= What you need to do =
Keep only the lines of the data below that contain "Rodrigo", and copy them.

>>>>>

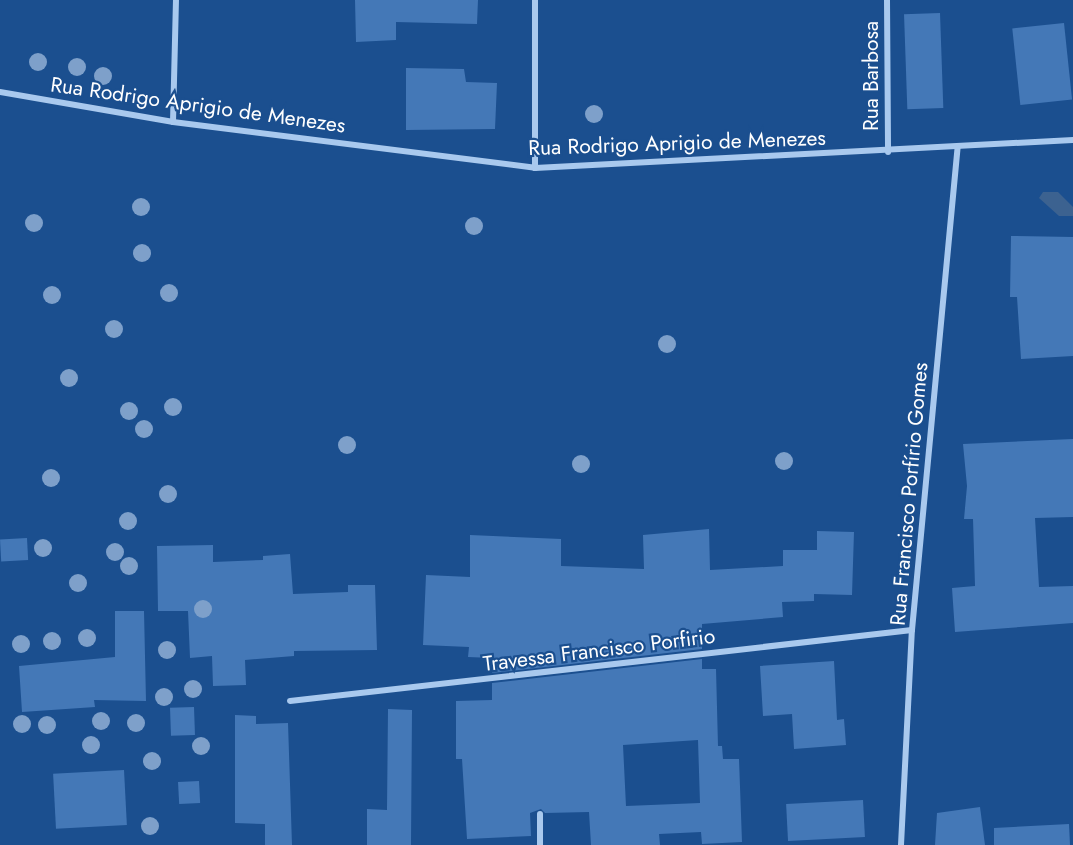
<!DOCTYPE html>
<meta charset="utf-8">
<style>
body{margin:0}
#map{position:relative;width:1073px;height:845px;overflow:hidden;background:#1b4f8f;font-family:Jost,sans-serif}
div>[style]{position:absolute}
[style*='--x']{left:calc(var(--x)*1px);top:calc(var(--y)*1px);width:calc(var(--w)*1px);rotate:calc(var(--a)*1deg)}
.water>*{inset:0;background:#3c6290}
.building>*{inset:0;background:#4478b7;transform-origin:0 0}
.minor>*{height:6px;margin:-3px;padding:0 3px;transform-origin:3px;border-radius:3px;background:#a9c9ee}
.trees>*{width:18px;height:18px;margin:-9px;border-radius:50%;background:#7ea0ca}
span{translate:-50% -50%;white-space:nowrap;text-align:center;line-height:1.15;-webkit-text-stroke:4.5px #1b4f8f;paint-order:stroke}
.street-label{font-size:21px;color:#fff}
</style>
<div id="map">
<div class="water">
<div style="clip-path:polygon(1043px 192px,1058px 192px,1073px 207px,1073px 216px,1059px 216px,1039px 198px)"></div>
</div>
<div class="building">
<div style="clip-path:polygon(355px 0,478px 0,477px 24px,396px 22px,396px 40px,356px 42px)"></div>
<div style="left:940px;top:13px;width:95px;height:36px;rotate:88deg"></div>
<div style="left:1064px;top:23px;width:77px;height:52px;rotate:84deg"></div>
<div style="clip-path:polygon(406px 68px,464px 69px,466px 82px,497px 83px,495px 129px,406px 130px)"></div>
<div style="clip-path:polygon(1011px 236px,1073px 237px,1073px 356px,1021px 359px,1017px 297px,1010px 297px)"></div>
<div style="clip-path:polygon(1073px 439px,1073px 517px,1035px 518px,1039px 587px,1073px 586px,1073px 623px,955px 632px,952px 588px,975px 586px,973px 519px,964px 519px,967px 486px,963px 444px)"></div>
<div style="clip-path:polygon(709px 529px,710px 570px,783px 566px,783px 550px,817px 550px,817px 531px,854px 532px,852px 595px,814px 594px,814px 601px,782px 602px,783px 617px,702px 624px,702px 649px,492px 673px,492px 658px,468px 657px,469px 647px,423px 645px,426px 575px,470px 577px,470px 535px,561px 539px,561px 566px,644px 569px,643px 535px)"></div>
<div style="left:27px;top:538px;width:22px;height:27px;rotate:87deg"></div>
<div style="clip-path:polygon(213px 545px,213px 562px,263px 560px,263px 556px,290px 554px,293px 594px,348px 592px,348px 585px,375px 585px,377px 650px,294px 651px,294px 656px,245px 660px,246px 685px,213px 686px,212px 656px,190px 658px,188px 611px,158px 611px,157px 546px)"></div>
<div style="clip-path:polygon(115px 611px,144px 611px,146px 701px,94px 700px,95px 707px,22px 712px,19px 666px,115px 657px)"></div>
<div style="clip-path:polygon(evenodd,702px 659px,702px 669px,716px 669px,718px 746px,722px 746px,723px 759px,739px 759px,742px 842px,702px 844px,701px 832px,659px 834px,660px 845px,591px 845px,589px 812px,545px 813px,541px 809px,530px 813px,531px 836px,467px 839px,462px 759px,456px 759px,456px 701px,492px 700px,492px 683px,702px 659px,698px 740px,700px 803px,626px 806px,623px 745px,698px 740px)"></div>
<div style="clip-path:polygon(834px 661px,837px 720px,844px 719px,846px 745px,794px 749px,792px 714px,763px 716px,760px 666px)"></div>
<div style="left:194px;top:707px;width:28px;height:24px;rotate:88deg"></div>
<div style="clip-path:polygon(388px 709px,412px 710px,411px 845px,367px 845px,367px 809px,387px 810px)"></div>
<div style="clip-path:polygon(235px 715px,256px 716px,256px 724px,288px 723px,292px 845px,265px 845px,265px 824px,235px 823px)"></div>
<div style="left:124px;top:770px;width:55px;height:71px;rotate:87deg"></div>
<div style="left:199px;top:781px;width:22px;height:21px;rotate:87deg"></div>
<div style="left:863px;top:800px;width:37px;height:77px;rotate:87deg"></div>
<div style="clip-path:polygon(980px 807px,985px 845px,935px 845px,937px 813px)"></div>
<div style="clip-path:polygon(1069px 824px,1070px 845px,994px 845px,994px 828px)"></div>
</div>
<div class="minor">
<div style="--x:535;--y:0;--w:168;--a:90"></div>
<div style="--x:887;--y:0;--w:152;--a:89.6"></div>
<div style="--x:0;--y:92;--w:176;--a:9.8"></div>
<div style="--x:173;--y:122;--w:365;--a:7.2"></div>
<div style="--x:535;--y:168;--w:539;--a:-2.98"></div>
<div style="--x:173;--y:122;--w:122;--a:-88.6"></div>
<div style="--x:290;--y:701;--w:626;--a:-6.51"></div>
<div style="--x:540;--y:845;--w:31;--a:-90"></div>
<div style="--x:901;--y:845;--w:215;--a:-87.1"></div>
<div style="--x:912;--y:630;--w:485;--a:-84.6"></div>
</div>
<div class="trees">
<div style="left:38px;top:62px"></div>
<div style="left:77px;top:67px"></div>
<div style="left:103px;top:76px"></div>
<div style="left:594px;top:114px"></div>
<div style="left:141px;top:207px"></div>
<div style="left:34px;top:223px"></div>
<div style="left:474px;top:226px"></div>
<div style="left:142px;top:253px"></div>
<div style="left:169px;top:293px"></div>
<div style="left:52px;top:295px"></div>
<div style="left:114px;top:329px"></div>
<div style="left:667px;top:344px"></div>
<div style="left:69px;top:378px"></div>
<div style="left:173px;top:407px"></div>
<div style="left:129px;top:411px"></div>
<div style="left:144px;top:429px"></div>
<div style="left:347px;top:445px"></div>
<div style="left:784px;top:461px"></div>
<div style="left:581px;top:464px"></div>
<div style="left:51px;top:478px"></div>
<div style="left:168px;top:494px"></div>
<div style="left:128px;top:521px"></div>
<div style="left:43px;top:548px"></div>
<div style="left:115px;top:552px"></div>
<div style="left:129px;top:566px"></div>
<div style="left:78px;top:583px"></div>
<div style="left:203px;top:609px"></div>
<div style="left:87px;top:638px"></div>
<div style="left:52px;top:641px"></div>
<div style="left:21px;top:644px"></div>
<div style="left:167px;top:650px"></div>
<div style="left:193px;top:689px"></div>
<div style="left:164px;top:697px"></div>
<div style="left:101px;top:721px"></div>
<div style="left:136px;top:723px"></div>
<div style="left:22px;top:724px"></div>
<div style="left:47px;top:725px"></div>
<div style="left:91px;top:745px"></div>
<div style="left:201px;top:746px"></div>
<div style="left:152px;top:761px"></div>
<div style="left:150px;top:826px"></div>
</div>
<div class="street-label">
<span style="left:871px;top:76px;rotate:-90deg">Rua Barbosa</span>
<span style="left:198px;top:105px;rotate:8deg">Rua Rodrigo Aprigio de Menezes</span>
<span style="left:677px;top:143px;rotate:-2deg">Rua Rodrigo Aprigio de Menezes</span>
<span style="left:909px;top:494px;rotate:-85deg">Rua Francisco Porfírio Gomes</span>
<span style="left:599px;top:650px;rotate:-7deg">Travessa Francisco Porfirio</span>
</div>
</div>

<<<<<

= Task result =
<span style="left:198px;top:105px;rotate:8deg">Rua Rodrigo Aprigio de Menezes</span>
<span style="left:677px;top:143px;rotate:-2deg">Rua Rodrigo Aprigio de Menezes</span>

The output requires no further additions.